Mar 202013
 

Introduction

Since their introduction in SQL Server 2005, window functions like ROW_NUMBER and RANK have proven to be extremely useful in solving a wide variety of common T-SQL problems. In an attempt to generalize such solutions, database designers often look to incorporate them into views to promote code encapsulation and reuse. Unfortunately, a limitation in the SQL Server query optimizer often means that views* containing window functions do not perform as well as expected. This post works through an illustrative example of the problem, details the reasons, and provides a number of workarounds.

*This problem can also occur in derived tables, common table expressions and in-line functions, but I see it most often with views because they are intentionally written to be more generic.

Window functions

Window functions are distinguished by the presence of an OVER() clause and come in three varieties:

  • Ranking window functions
    • ROW_NUMBER
    • RANK
    • DENSE_RANK
    • NTILE
  • Aggregate window functions
    • MIN, MAX, AVG, SUM
    • COUNT, COUNT_BIG
    • CHECKSUM_AGG
    • STDEV, STDEVP, VAR, VARP
  • Analytic window functions
    • LAG, LEAD
    • FIRST_VALUE, LAST_VALUE
    • PERCENT_RANK, PERCENTILE_CONT, PERCENTILE_DISC, CUME_DIST

The ranking and aggregate window functions were introduced in SQL Server 2005, and considerably extended in SQL Server 2012. The analytic window functions are new for SQL Server 2012.

All of the window functions listed above are susceptible to the optimizer limitation detailed in this article.

Example

Using the AdventureWorks sample database, the task at hand is to write a query that returns all product #878 transactions that occurred on the most recent date available. There are all sorts of ways to express this requirement in T-SQL, but we will choose to write a query that uses a windowing function. The first step is to find transaction records for product #878 and rank them in date order descending:

SELECT
    th.TransactionID,
    th.ReferenceOrderID,
    th.TransactionDate,
    th.Quantity,
    rnk = RANK() OVER (
        ORDER BY th.TransactionDate DESC)
FROM Production.TransactionHistory AS th
WHERE
    th.ProductID = 878
ORDER BY
    rnk;

Sample output for product 878

Original execution plan

The results of the query are as expected, with six transactions occurring on the most recent date available. The execution plan contains a warning triangle, alerting us to a missing index:

Missing index

As usual for missing index suggestions, we need to remember that the recommendation is not the result of a through analysis of the query – it is more of an indication that we need to think a bit about how this query accesses the data it needs.
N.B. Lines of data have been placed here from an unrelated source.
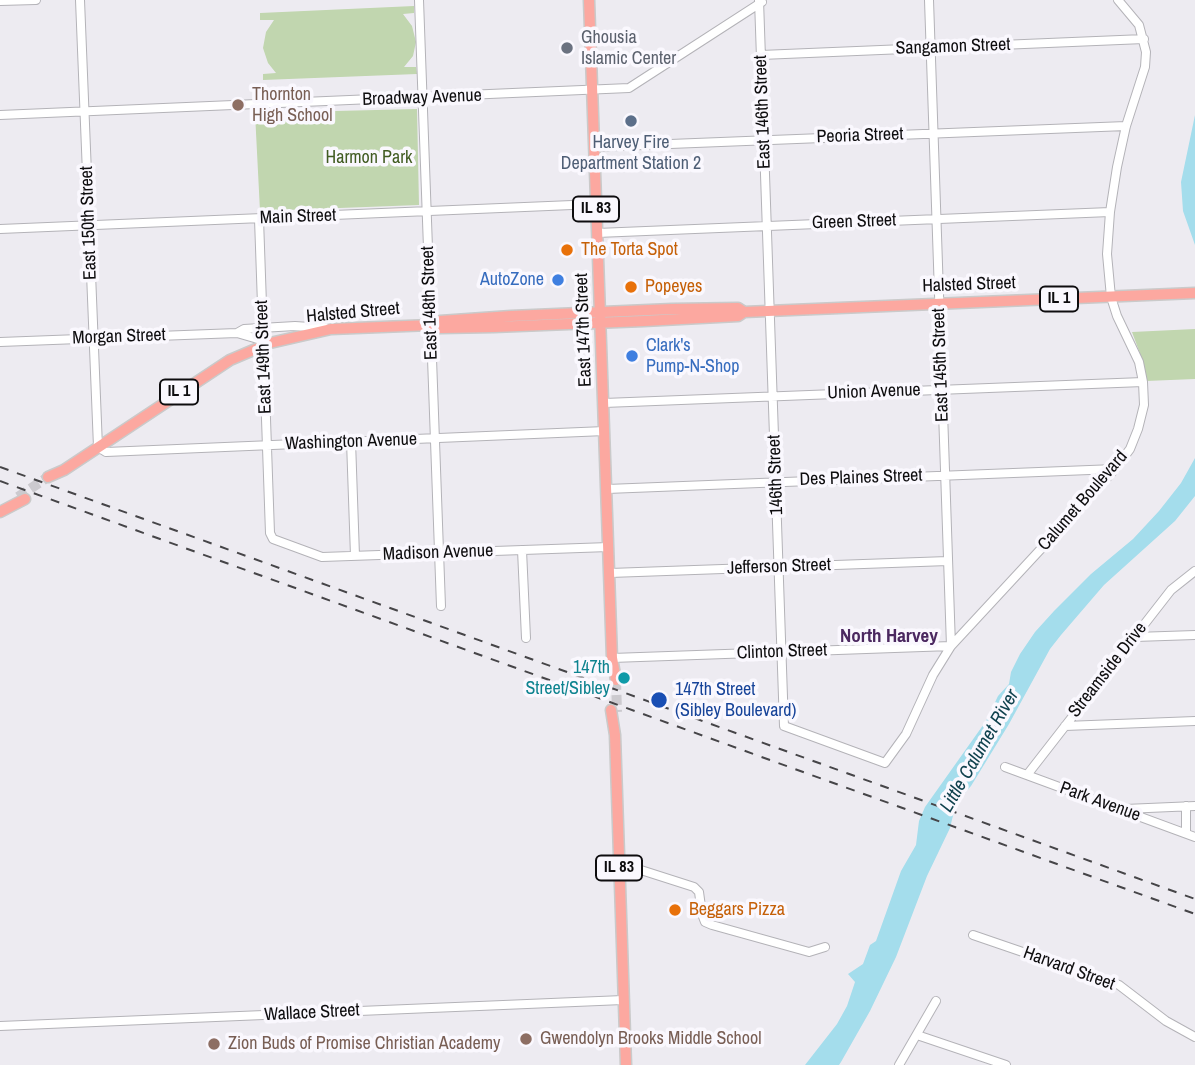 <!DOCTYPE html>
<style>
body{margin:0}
canvas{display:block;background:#edebf1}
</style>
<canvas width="1195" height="1065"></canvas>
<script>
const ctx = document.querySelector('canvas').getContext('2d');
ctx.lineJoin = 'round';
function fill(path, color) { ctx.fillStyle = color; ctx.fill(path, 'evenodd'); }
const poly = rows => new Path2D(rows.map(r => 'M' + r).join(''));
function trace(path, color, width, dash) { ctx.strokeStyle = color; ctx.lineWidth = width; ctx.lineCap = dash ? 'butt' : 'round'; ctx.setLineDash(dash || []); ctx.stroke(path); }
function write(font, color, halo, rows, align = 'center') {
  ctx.font = font + ' "Archivo Narrow",sans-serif'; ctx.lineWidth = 7; ctx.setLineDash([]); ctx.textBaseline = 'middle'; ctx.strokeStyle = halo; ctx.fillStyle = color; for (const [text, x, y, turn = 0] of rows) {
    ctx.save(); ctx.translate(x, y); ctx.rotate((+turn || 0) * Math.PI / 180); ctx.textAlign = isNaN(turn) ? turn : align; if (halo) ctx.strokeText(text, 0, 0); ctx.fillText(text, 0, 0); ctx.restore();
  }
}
fill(poly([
 [414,6,414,13,403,14,412,26,416,42,413,56,404,67,416,67,417,74,263,80,263,74,276,73,268,63,263,48,266,32,274,20,260,20,260,13],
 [417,109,419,205,260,211,255,113],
 [1195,329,1195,379,1146,381,1142,359,1132,332]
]), '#c1d6af');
fill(poly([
 [1195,115,1195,245,1183,211,1181,182],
 [1195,458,1195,496,1175,521,1104,585,1061,635,1050,649,1009,724,971,786,956,803,950,828,927,876,896,957,870,1011,841,1062,839,1065,805,1065,837,1024,847,1006,855,982,848,974,863,964,870,945,876,941,901,871,916,845,919,821,925,807,986,721,998,696,1009,684,1011,672,1020,654,1035,632,1054,611,1091,574,1133,539,1159,511,1181,483]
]), '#a4ddec');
trace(poly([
 [18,497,48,477],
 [616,680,617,712]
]), '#cccacf', 10, [10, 5]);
const minor = poly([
 [80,0,98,447,106,452,605,431],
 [419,0,441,606],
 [759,0,784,726,885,763,906,734,933,675,951,646,1115,469,1130,449,1138,429,1144,405,1143,382,1139,362,1117,316,1111,297,1107,254,1110,212,1117,167,1126,126,1145,67,1146,52,1139,25,1118,0],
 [0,1,36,0],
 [761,55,1144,39],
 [0,115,629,88,762,2],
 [594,147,1126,126],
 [259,219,270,533,273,539,322,557,609,547],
 [0,229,596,204],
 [597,233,1110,212],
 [237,333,268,342],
 [0,342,237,333,244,329,295,326,325,328],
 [604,403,1143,382],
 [351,441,355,556],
 [607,489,1115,469],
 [522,550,526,638],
 [610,573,948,561],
 [1135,637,1195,635],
 [612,658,951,646,929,0],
 [1065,726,1195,721],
 [1005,767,1195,837],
 [1027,775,1171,590,1195,571],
 [1186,806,1186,833],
 [1125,809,1195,806],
 [619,863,694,887,699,892,702,914,705,922,712,925,809,952,825,947],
 [973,935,1119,985,1166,1021,1195,1037],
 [0,1026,623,1000],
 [917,1035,1006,1065],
 [899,1065,936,1001]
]);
const major = poly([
 [589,0,612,658,616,680],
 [433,324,440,321,511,316,672,309,738,308,744,312],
 [48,477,64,470,230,360,270,343,331,329,431,325,441,328,494,327,644,321,738,316,744,312,1195,293],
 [0,512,25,499],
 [611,710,615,735,626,1065]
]);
trace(minor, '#b4b3b8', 10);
trace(major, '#cacaca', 13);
trace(minor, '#fff', 8);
trace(major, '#fca8a0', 10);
trace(poly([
 [0,467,1195,899],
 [0,481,1195,914]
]), '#464548', 2, [9, 9]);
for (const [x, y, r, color] of [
 [567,48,7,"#6b7280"],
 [238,105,7,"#8d6e63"],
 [631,121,7,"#5c6f8a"],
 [567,250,7,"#e8710a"],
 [558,280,7,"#3f7fe0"],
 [631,287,7,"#e8710a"],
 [632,356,7,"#3f7fe0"],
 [624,678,7,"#0f9aa8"],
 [659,700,9,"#1a4fb4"],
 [675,910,7,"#e8710a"],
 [526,1039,7,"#8d6e63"],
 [214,1044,7,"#8d6e63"]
]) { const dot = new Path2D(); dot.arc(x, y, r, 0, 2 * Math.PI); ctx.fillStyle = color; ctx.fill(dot); trace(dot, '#faf8fe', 2.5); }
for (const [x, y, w] of [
 [596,209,46],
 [1059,299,38],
 [179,392,38],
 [619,868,46]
]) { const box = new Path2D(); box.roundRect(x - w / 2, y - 12.5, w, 25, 5); ctx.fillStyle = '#faf8fe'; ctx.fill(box); trace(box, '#0e0d0f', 2); }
write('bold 16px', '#0e0d0f', null, [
 ["IL 83",596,209],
 ["IL 1",1059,299],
 ["IL 1",179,392],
 ["IL 83",619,868]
]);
write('18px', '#5b616d', '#faf8fe', [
 ["Ghousia",581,38],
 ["Islamic Center",581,59]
], 'left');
write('18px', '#0e0d0f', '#faf8fe', [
 ["Sangamon Street",953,47,-2],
 ["Broadway Avenue",422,98,-2],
 ["East 146th Street",763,112,-92],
 ["Peoria Street",860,136,-2],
 ["Main Street",298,217,-2],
 ["Green Street",854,222,-2],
 ["East 150th Street",89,223,-92],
 ["Halsted Street",969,285,-2],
 ["East 148th Street",430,303,-92],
 ["Halsted Street",353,313,-5],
 ["East 147th Street",584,330,-92],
 ["Morgan Street",119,337,-2],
 ["East 149th Street",264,357,-92],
 ["East 145th Street",941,365,-92],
 ["Union Avenue",874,392,-2],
 ["Washington Avenue",351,442,-2],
 ["146th Street",776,475,-92],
 ["Des Plaines Street",861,478,-2],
 ["Calumet Boulevard",1083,501,-49],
 ["Madison Avenue",438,553,-2],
 ["Jefferson Street",779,567,-2],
 ["Clinton Street",782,652,-2],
 ["Streamside Drive",1108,670,-52],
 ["Park Avenue",1100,802,20],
 ["Harvard Street",1069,969,20],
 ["Wallace Street",312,1013,-3]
]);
write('18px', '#785e54', '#faf8fe', [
 ["Thornton",252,95],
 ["High School",252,116],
 ["Gwendolyn Brooks Middle School",540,1039],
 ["Zion Buds of Promise Christian Academy",228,1044]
], 'left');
write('18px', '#4e5e75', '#faf8fe', [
 ["Harvey Fire",631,143],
 ["Department Station 2",631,164]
]);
write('18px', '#415c22', '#faf8fe', [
 ["Harmon Park",369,158]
]);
write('18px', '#c56008', '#faf8fe', [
 ["The Torta Spot",581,250],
 ["Popeyes",645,287],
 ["Beggars Pizza",689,910]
], 'left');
write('18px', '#366cbe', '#faf8fe', [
 ["AutoZone",544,280],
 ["Clark's",646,346,"left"],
 ["Pump-N-Shop",646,367,"left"]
], 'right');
write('18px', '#0d838f', '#faf8fe', [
 ["147th",610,668],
 ["Street/Sibley",610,689]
], 'right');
write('18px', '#164399', '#faf8fe', [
 ["147th Street",675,690],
 ["(Sibley Boulevard)",675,711]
], 'left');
write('bold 19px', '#4b2860', '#faf8fe', [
 ["North Harvey",889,637]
]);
write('italic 19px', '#10424e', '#faf8fe', [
 ["Little Calumet River",980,751,-60]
]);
</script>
The suggested index would certainly be more efficient than scanning the table completely, since it would allow an index seek to the particular product we are interested in. The index would also cover all the columns needed, but it would not avoid the sort (by TransactionDate descending). The ideal index for this query would allow a seek on ProductID, return the selected records in reverse TransactionDate order, and cover the other returned columns:

CREATE NONCLUSTERED INDEX ix
ON Production.TransactionHistory
    (ProductID, TransactionDate DESC)
INCLUDE 
    (ReferenceOrderID, Quantity);

With that index in place, the execution plan is much more efficient. The clustered index scan has been replaced by a range seek, and an explicit sort is no longer necessary:

Optimal execution plan

The final step for this query is to limit the results to just those rows that rank #1. We cannot filter directly in the WHERE clause of our query because window functions may only appear in the SELECT and ORDER BY clauses.
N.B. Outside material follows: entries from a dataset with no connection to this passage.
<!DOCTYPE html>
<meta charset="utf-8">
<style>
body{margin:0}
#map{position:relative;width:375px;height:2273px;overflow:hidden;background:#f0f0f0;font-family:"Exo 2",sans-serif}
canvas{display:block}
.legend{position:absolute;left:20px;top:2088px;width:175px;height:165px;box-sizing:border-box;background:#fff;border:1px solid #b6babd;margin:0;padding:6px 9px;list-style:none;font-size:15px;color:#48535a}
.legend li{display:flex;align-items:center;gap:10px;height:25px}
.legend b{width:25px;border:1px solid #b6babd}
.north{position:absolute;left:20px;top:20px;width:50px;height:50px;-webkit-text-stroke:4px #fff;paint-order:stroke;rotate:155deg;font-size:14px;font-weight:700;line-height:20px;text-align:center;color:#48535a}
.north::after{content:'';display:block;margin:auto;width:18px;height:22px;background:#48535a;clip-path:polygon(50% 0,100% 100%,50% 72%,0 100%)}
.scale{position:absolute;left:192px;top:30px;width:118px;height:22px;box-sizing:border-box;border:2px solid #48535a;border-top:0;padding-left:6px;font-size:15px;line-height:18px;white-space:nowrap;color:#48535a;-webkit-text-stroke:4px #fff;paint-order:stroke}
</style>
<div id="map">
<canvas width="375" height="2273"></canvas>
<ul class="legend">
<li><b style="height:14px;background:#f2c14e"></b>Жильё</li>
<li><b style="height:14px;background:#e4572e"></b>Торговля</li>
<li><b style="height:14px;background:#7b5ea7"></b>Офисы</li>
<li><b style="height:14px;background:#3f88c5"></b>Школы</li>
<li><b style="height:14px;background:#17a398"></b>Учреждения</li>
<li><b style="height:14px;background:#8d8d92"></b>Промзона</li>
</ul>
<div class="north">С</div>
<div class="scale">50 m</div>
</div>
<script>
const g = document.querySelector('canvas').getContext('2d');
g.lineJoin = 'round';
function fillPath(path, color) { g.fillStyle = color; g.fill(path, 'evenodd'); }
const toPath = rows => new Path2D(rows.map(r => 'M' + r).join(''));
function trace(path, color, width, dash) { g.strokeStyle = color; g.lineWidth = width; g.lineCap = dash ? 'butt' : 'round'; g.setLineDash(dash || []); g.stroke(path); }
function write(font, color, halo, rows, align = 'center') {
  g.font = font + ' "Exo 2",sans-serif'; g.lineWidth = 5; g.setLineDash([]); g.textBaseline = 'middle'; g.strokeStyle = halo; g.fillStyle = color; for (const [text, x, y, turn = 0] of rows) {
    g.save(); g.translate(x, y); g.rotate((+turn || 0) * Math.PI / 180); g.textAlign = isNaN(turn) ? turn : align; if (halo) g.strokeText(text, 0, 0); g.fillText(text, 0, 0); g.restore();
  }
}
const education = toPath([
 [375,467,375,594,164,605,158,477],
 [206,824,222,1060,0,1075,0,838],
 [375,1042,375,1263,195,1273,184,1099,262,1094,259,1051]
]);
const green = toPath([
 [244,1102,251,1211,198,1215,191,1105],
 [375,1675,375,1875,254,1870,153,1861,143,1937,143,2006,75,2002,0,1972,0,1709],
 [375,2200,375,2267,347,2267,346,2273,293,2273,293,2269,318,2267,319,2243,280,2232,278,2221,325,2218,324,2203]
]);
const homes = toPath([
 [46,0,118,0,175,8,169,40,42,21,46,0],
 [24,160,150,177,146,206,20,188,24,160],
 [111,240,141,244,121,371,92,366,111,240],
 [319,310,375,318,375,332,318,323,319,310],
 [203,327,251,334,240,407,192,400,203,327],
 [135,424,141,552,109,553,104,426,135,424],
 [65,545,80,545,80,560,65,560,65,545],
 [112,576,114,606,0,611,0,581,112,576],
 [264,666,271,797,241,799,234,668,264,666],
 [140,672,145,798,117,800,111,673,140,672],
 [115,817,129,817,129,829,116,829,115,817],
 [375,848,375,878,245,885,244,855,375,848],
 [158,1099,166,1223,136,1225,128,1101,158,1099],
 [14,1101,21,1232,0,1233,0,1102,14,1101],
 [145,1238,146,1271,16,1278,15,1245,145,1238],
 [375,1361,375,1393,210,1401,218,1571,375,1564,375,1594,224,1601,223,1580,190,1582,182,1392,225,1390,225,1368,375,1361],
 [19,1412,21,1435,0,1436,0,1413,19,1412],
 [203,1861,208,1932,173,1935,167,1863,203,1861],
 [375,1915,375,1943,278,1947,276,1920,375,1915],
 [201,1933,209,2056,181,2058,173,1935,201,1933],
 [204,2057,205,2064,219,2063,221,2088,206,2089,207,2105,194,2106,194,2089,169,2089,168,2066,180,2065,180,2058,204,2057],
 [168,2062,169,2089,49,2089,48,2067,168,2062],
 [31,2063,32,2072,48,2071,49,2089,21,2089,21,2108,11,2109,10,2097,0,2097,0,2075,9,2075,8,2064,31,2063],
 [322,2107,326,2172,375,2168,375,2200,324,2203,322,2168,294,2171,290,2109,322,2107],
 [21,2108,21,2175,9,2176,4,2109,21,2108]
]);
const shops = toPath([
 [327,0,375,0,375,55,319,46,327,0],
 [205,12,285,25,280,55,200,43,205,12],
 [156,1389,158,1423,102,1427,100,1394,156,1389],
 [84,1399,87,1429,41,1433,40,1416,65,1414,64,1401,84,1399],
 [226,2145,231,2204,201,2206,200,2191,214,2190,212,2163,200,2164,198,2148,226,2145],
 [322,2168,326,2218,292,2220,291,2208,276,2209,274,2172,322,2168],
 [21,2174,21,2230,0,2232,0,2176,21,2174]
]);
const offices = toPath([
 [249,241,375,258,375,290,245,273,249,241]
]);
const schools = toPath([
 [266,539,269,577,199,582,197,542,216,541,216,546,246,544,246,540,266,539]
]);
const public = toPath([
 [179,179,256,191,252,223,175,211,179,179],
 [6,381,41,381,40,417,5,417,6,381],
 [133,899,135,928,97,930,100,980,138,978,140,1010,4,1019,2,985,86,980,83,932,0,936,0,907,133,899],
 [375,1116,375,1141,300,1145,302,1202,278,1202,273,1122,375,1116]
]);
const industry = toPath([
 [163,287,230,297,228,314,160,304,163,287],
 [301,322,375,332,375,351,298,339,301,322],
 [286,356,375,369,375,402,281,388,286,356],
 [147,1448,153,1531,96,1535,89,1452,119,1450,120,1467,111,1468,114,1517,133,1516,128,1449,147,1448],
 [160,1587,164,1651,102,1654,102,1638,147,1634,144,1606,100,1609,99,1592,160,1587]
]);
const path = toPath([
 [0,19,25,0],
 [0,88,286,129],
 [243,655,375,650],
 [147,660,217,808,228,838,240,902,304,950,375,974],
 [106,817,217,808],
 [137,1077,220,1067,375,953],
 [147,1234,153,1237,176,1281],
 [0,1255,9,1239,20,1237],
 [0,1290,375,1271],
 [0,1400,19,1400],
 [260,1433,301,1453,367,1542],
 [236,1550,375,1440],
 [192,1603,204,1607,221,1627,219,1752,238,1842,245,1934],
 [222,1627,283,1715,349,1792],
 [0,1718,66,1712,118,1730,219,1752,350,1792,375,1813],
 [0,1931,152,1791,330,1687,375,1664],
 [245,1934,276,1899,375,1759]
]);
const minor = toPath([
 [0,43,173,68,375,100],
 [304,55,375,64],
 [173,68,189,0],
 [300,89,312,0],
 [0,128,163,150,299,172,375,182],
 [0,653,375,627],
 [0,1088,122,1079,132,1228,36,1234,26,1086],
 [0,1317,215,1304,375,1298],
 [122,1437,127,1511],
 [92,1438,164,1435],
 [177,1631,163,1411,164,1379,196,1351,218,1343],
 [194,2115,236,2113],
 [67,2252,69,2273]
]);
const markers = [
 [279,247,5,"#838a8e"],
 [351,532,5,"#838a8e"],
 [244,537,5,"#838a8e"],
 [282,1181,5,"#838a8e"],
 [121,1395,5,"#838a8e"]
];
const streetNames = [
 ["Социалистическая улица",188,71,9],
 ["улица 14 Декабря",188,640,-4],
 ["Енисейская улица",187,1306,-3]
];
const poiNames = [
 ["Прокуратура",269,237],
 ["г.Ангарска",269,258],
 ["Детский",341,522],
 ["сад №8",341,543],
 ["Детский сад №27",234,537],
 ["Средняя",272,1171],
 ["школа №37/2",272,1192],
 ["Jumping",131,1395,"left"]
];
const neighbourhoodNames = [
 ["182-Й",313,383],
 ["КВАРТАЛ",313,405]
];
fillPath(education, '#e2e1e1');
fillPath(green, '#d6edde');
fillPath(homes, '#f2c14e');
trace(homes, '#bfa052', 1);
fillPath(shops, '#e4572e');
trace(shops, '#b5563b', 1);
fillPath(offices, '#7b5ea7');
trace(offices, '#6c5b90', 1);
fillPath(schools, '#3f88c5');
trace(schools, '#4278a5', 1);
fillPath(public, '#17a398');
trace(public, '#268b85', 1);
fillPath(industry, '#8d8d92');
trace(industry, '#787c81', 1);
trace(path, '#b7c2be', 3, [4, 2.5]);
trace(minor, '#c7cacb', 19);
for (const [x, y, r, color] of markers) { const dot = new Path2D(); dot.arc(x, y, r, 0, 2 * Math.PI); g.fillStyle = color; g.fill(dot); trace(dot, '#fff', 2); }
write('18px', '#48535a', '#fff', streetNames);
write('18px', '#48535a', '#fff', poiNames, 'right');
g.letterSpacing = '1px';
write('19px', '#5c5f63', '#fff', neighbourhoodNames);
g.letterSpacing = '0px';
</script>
We can workaround this restriction using a derived table, common table expression, function, or view. On this occasion, we will use a common table expression (aka an in-line view):

WITH RankedTransactions AS
(
    SELECT
        th.TransactionID,
        th.ReferenceOrderID,
        th.TransactionDate,
        th.Quantity,
        rnk = RANK() OVER (
            ORDER BY th.TransactionDate DESC)
    FROM Production.TransactionHistory AS th
    WHERE
        th.ProductID = 878
)
SELECT
    TransactionID,
    ReferenceOrderID,
    TransactionDate,
    Quantity
FROM RankedTransactions
WHERE
    rnk = 1;

The execution plan is the same as before, with an extra Filter to return only rows ranked #1:

Rank 1 query plan

Filter properties

The query returns the six equally ranked rows we expect:

Six row query result

Generalizing the query

It turns out that our query is very useful, so the decision is taken to generalize it and store the definition in a view. For this to work for any product, we need to do two things: return the ProductID from the view, and partition the ranking function by product:

CREATE VIEW dbo.MostRecentTransactionsPerProduct
WITH SCHEMABINDING
AS
SELECT
    sq1.ProductID,
    sq1.TransactionID,
    sq1.ReferenceOrderID,
    sq1.TransactionDate,
    sq1.Quantity
FROM 
(
    SELECT
        th.ProductID,
        th.TransactionID,
        th.ReferenceOrderID,
        th.TransactionDate,
        th.Quantity,
        rnk = RANK() OVER (
            PARTITION BY th.ProductID
            ORDER BY th.TransactionDate DESC)
    FROM Production.TransactionHistory AS th
) AS sq1
WHERE
    sq1.rnk = 1;

Selecting all the rows from the view results in the following execution plan and correct results:

Full view query plan

View sample results

We can now find the most recent transactions for product 878 with a much simpler query on the view:

SELECT
    mrt.ProductID,
    mrt.TransactionID,
    mrt.ReferenceOrderID,
    mrt.TransactionDate,
    mrt.Quantity
FROM dbo.MostRecentTransactionsPerProduct AS mrt 
WHERE
    mrt.ProductID = 878;

Our expectation is that the execution plan for this new query will be exactly the same as before we created the view. The query optimizer should be able to push the filter specified in the WHERE clause down into the view, resulting in an index seek.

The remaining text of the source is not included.